[Records contained in a dataset]

----

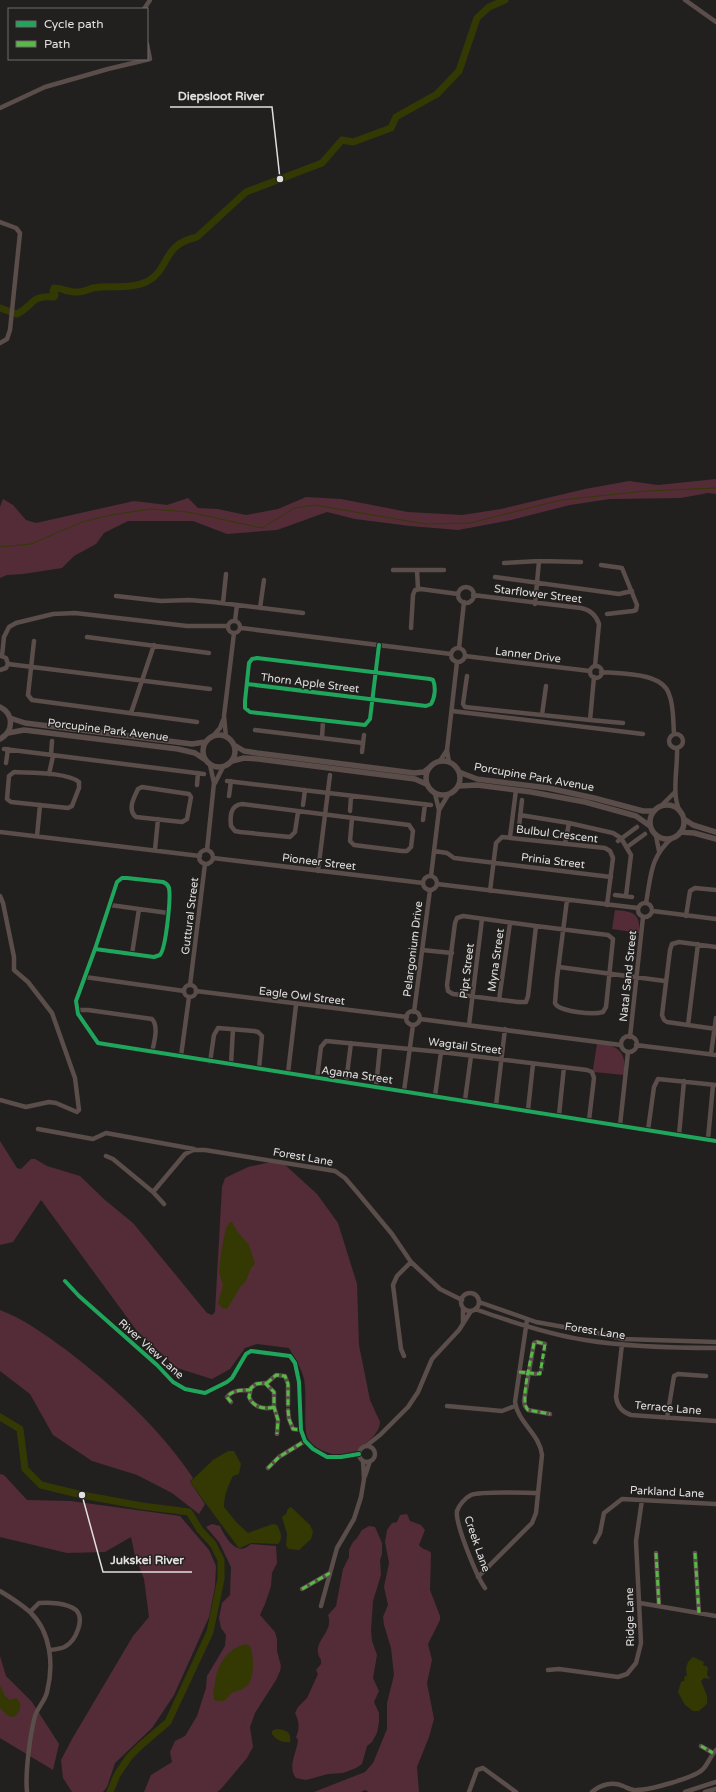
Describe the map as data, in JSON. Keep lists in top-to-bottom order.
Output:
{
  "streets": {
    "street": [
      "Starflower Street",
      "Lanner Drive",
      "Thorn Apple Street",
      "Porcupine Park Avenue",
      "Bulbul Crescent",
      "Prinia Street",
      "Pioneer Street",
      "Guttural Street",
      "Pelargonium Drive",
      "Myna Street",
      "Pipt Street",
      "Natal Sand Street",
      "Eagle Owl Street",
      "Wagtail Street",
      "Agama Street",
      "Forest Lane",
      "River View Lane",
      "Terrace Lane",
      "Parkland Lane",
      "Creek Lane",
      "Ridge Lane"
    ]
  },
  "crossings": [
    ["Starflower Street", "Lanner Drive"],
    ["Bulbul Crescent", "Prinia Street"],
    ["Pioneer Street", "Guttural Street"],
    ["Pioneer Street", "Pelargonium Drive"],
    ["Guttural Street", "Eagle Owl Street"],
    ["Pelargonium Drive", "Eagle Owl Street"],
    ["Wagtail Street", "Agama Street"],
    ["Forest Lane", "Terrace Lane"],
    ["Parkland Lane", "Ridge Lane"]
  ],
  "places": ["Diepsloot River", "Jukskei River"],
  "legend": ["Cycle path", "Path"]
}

----

▶ **Problem details**
Would you retype every record above exactly, leaving out the pictures?

▶ **Task result**
Describe the map as data, in JSON. Keep lists in top-to-bottom order.
Output:
{
  "streets": {
    "street": [
      "Starflower Street",
      "Lanner Drive",
      "Thorn Apple Street",
      "Porcupine Park Avenue",
      "Bulbul Crescent",
      "Prinia Street",
      "Pioneer Street",
      "Guttural Street",
      "Pelargonium Drive",
      "Myna Street",
      "Pipt Street",
      "Natal Sand Street",
      "Eagle Owl Street",
      "Wagtail Street",
      "Agama Street",
      "Forest Lane",
      "River View Lane",
      "Terrace Lane",
      "Parkland Lane",
      "Creek Lane",
      "Ridge Lane"
    ]
  },
  "crossings": [
    ["Starflower Street", "Lanner Drive"],
    ["Bulbul Crescent", "Prinia Street"],
    ["Pioneer Street", "Guttural Street"],
    ["Pioneer Street", "Pelargonium Drive"],
    ["Guttural Street", "Eagle Owl Street"],
    ["Pelargonium Drive", "Eagle Owl Street"],
    ["Wagtail Street", "Agama Street"],
    ["Forest Lane", "Terrace Lane"],
    ["Parkland Lane", "Ridge Lane"]
  ],
  "places": ["Diepsloot River", "Jukskei River"],
  "legend": ["Cycle path", "Path"]
}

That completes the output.